Goal of the exercise: Reproduce, please, only the lines from the first line below to the line containing "position:absolute; left:1087px; top:728px;", inclusive.

Extracted records:
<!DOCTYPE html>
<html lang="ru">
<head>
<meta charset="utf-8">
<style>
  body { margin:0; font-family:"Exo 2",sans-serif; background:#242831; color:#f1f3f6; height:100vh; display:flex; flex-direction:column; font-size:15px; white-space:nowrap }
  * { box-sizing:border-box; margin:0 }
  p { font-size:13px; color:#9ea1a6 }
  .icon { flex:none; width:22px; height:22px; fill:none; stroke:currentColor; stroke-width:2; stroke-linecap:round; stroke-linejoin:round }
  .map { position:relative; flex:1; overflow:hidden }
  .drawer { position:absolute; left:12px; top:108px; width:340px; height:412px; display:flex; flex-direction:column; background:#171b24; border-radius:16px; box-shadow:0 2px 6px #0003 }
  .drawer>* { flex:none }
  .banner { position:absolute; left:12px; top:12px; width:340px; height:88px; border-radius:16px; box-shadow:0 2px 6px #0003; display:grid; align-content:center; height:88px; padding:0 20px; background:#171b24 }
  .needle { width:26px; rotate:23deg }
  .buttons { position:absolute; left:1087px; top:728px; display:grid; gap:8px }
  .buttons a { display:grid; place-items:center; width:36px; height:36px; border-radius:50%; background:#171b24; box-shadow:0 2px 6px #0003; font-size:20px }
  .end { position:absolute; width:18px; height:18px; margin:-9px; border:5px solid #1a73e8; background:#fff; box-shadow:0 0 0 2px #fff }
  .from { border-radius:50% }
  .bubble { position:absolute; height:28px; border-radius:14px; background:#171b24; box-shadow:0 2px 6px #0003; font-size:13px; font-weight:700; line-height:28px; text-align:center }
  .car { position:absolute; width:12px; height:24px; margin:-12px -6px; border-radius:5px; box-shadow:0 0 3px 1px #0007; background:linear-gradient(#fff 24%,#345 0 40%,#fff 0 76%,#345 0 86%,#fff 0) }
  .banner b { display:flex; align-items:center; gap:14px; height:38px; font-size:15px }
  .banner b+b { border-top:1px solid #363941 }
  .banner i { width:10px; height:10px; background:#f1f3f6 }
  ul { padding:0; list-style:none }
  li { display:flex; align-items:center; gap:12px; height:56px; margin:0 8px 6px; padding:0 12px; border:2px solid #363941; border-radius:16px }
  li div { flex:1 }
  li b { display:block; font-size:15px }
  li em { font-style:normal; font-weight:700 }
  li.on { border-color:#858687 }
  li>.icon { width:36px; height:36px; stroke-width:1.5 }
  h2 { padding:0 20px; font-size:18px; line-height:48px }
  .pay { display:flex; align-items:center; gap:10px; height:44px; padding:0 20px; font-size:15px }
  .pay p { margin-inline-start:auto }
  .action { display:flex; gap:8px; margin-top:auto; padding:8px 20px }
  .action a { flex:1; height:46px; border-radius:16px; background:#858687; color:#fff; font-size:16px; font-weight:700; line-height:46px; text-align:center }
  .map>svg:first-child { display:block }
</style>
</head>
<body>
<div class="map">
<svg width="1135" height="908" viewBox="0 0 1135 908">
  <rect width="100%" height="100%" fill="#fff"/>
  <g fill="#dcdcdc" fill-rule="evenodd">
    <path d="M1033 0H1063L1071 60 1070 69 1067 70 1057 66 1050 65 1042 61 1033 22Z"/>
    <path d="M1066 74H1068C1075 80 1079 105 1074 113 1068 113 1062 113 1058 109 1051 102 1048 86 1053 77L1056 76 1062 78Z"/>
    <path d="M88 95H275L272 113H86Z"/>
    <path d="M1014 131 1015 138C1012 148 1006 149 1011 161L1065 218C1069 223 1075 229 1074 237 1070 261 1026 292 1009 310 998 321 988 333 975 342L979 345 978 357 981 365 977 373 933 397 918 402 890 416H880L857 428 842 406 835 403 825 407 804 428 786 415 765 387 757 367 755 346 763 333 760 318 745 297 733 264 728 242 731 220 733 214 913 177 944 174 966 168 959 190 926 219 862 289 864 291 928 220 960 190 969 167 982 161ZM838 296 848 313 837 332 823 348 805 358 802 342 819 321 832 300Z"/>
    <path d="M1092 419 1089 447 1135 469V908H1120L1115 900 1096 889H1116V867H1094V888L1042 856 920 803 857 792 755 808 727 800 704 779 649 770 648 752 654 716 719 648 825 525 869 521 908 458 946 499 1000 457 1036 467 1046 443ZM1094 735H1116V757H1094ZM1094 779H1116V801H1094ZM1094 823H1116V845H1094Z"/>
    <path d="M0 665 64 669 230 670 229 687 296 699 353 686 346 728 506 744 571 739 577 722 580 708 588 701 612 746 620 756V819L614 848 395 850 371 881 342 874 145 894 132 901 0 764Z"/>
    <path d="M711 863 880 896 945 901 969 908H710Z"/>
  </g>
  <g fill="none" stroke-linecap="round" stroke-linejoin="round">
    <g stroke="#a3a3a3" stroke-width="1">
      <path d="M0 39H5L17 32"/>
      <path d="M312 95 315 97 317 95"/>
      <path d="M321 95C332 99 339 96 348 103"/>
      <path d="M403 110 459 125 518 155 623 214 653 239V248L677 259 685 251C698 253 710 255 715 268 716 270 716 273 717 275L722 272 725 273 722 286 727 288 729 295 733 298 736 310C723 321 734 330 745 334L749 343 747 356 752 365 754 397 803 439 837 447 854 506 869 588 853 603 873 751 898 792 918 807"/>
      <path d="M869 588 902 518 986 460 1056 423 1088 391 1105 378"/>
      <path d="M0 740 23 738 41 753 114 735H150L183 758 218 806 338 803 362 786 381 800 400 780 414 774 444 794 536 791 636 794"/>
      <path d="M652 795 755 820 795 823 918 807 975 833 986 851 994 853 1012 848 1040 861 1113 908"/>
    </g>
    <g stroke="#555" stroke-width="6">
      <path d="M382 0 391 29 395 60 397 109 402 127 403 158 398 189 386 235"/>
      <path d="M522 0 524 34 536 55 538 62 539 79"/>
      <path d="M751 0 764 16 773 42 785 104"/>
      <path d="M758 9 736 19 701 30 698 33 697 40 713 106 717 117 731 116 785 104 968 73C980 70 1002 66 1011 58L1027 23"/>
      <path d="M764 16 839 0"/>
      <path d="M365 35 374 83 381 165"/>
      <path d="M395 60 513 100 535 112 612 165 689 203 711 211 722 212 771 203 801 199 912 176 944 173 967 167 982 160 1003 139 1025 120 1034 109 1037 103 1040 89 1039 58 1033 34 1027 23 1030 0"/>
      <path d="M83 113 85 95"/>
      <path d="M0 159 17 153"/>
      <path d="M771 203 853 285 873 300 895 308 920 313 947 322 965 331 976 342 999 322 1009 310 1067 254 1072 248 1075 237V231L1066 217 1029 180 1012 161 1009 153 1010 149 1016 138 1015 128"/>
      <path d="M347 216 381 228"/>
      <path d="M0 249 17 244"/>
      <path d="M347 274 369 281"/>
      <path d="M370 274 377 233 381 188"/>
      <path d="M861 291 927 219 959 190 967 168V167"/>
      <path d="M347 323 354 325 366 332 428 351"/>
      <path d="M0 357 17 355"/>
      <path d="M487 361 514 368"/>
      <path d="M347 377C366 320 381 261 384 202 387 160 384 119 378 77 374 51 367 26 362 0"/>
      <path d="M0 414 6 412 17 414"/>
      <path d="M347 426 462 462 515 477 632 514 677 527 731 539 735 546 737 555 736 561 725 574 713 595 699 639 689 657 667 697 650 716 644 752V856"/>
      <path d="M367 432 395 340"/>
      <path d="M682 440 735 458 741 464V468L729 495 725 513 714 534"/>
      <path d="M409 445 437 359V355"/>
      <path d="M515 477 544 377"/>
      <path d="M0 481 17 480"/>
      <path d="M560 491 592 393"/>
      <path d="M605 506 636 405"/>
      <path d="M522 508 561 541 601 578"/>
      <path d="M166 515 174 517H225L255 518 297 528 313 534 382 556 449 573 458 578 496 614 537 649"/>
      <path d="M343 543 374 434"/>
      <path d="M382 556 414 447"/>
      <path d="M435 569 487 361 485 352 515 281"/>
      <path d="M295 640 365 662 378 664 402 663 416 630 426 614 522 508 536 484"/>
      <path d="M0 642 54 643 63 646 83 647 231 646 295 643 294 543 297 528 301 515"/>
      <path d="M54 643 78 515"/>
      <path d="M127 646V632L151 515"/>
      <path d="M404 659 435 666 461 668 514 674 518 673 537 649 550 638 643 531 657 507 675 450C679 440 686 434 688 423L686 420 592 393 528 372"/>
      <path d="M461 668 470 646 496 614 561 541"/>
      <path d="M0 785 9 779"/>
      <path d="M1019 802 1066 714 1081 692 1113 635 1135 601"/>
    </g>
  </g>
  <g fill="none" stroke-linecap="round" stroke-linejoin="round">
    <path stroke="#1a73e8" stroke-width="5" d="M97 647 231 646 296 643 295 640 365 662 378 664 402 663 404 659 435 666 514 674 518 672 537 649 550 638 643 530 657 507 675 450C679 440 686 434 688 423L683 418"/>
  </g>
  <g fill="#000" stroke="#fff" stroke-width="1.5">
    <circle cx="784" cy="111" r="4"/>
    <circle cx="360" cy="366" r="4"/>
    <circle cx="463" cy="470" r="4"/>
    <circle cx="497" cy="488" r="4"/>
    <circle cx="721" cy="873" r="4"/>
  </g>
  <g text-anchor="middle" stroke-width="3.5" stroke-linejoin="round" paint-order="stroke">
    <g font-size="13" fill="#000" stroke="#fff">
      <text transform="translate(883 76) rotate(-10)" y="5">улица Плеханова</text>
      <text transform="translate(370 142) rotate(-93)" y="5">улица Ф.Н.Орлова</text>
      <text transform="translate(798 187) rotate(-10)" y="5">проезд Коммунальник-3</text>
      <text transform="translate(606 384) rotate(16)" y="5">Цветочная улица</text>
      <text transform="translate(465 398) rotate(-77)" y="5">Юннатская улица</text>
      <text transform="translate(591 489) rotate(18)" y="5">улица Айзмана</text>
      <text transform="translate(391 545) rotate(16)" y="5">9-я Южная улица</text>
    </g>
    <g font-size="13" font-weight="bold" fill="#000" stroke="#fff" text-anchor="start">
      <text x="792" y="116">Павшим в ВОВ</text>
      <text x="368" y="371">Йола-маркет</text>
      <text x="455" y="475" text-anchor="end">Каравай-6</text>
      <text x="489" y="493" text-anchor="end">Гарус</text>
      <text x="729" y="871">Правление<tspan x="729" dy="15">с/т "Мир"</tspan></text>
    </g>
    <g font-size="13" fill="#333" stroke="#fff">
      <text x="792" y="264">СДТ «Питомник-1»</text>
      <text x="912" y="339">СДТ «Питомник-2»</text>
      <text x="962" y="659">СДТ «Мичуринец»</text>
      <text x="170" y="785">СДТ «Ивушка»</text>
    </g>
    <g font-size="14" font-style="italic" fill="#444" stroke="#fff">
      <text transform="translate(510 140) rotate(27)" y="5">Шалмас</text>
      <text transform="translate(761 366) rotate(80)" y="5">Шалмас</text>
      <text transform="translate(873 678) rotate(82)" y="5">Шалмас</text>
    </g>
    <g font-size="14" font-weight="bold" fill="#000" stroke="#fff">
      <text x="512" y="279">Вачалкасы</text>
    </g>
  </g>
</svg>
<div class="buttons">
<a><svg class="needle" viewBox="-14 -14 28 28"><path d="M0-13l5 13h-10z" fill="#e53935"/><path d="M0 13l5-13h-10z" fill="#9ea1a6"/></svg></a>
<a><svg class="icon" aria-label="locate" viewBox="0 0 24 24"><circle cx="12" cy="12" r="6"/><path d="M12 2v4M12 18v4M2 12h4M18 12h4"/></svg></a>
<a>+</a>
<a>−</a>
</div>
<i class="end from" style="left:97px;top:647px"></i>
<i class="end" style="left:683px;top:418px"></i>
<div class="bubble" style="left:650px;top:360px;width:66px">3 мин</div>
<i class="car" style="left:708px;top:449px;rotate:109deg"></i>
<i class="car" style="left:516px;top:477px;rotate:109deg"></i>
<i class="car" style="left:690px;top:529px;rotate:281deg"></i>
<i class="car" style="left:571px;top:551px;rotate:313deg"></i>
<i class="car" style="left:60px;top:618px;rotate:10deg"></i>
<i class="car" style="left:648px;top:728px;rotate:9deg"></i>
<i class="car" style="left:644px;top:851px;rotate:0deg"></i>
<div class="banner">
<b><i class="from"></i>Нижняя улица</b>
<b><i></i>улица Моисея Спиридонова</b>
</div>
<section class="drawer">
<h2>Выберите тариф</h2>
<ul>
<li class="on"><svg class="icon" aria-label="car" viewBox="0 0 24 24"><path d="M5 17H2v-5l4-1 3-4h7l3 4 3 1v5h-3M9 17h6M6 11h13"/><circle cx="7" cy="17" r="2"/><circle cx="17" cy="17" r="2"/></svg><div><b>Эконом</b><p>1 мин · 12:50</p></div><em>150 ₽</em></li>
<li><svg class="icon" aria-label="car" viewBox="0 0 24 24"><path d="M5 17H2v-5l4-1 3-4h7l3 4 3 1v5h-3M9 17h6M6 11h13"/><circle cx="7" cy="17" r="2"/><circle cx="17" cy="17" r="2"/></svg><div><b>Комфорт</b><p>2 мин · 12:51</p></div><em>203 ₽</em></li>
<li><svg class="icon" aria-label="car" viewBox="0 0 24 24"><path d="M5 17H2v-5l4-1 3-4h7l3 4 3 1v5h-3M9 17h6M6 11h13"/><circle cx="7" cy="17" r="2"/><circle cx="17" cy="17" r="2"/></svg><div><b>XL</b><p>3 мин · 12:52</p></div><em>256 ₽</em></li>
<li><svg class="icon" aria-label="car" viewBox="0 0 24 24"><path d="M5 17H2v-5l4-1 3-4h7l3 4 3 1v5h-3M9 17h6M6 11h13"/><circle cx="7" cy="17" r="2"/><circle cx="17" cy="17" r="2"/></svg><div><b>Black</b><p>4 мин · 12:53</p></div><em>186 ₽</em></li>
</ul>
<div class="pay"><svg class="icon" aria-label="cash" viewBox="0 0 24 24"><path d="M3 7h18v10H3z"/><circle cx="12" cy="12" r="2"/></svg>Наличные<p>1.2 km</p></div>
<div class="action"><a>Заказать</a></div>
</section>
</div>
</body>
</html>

Solution:
<!DOCTYPE html>
<html lang="ru">
<head>
<meta charset="utf-8">
<style>
  body { margin:0; font-family:"Exo 2",sans-serif; background:#242831; color:#f1f3f6; height:100vh; display:flex; flex-direction:column; font-size:15px; white-space:nowrap }
  * { box-sizing:border-box; margin:0 }
  p { font-size:13px; color:#9ea1a6 }
  .icon { flex:none; width:22px; height:22px; fill:none; stroke:currentColor; stroke-width:2; stroke-linecap:round; stroke-linejoin:round }
  .map { position:relative; flex:1; overflow:hidden }
  .drawer { position:absolute; left:12px; top:108px; width:340px; height:412px; display:flex; flex-direction:column; background:#171b24; border-radius:16px; box-shadow:0 2px 6px #0003 }
  .drawer>* { flex:none }
  .banner { position:absolute; left:12px; top:12px; width:340px; height:88px; border-radius:16px; box-shadow:0 2px 6px #0003; display:grid; align-content:center; height:88px; padding:0 20px; background:#171b24 }
  .needle { width:26px; rotate:23deg }
  .buttons { position:absolute; left:1087px; top:728px; display:grid; gap:8px }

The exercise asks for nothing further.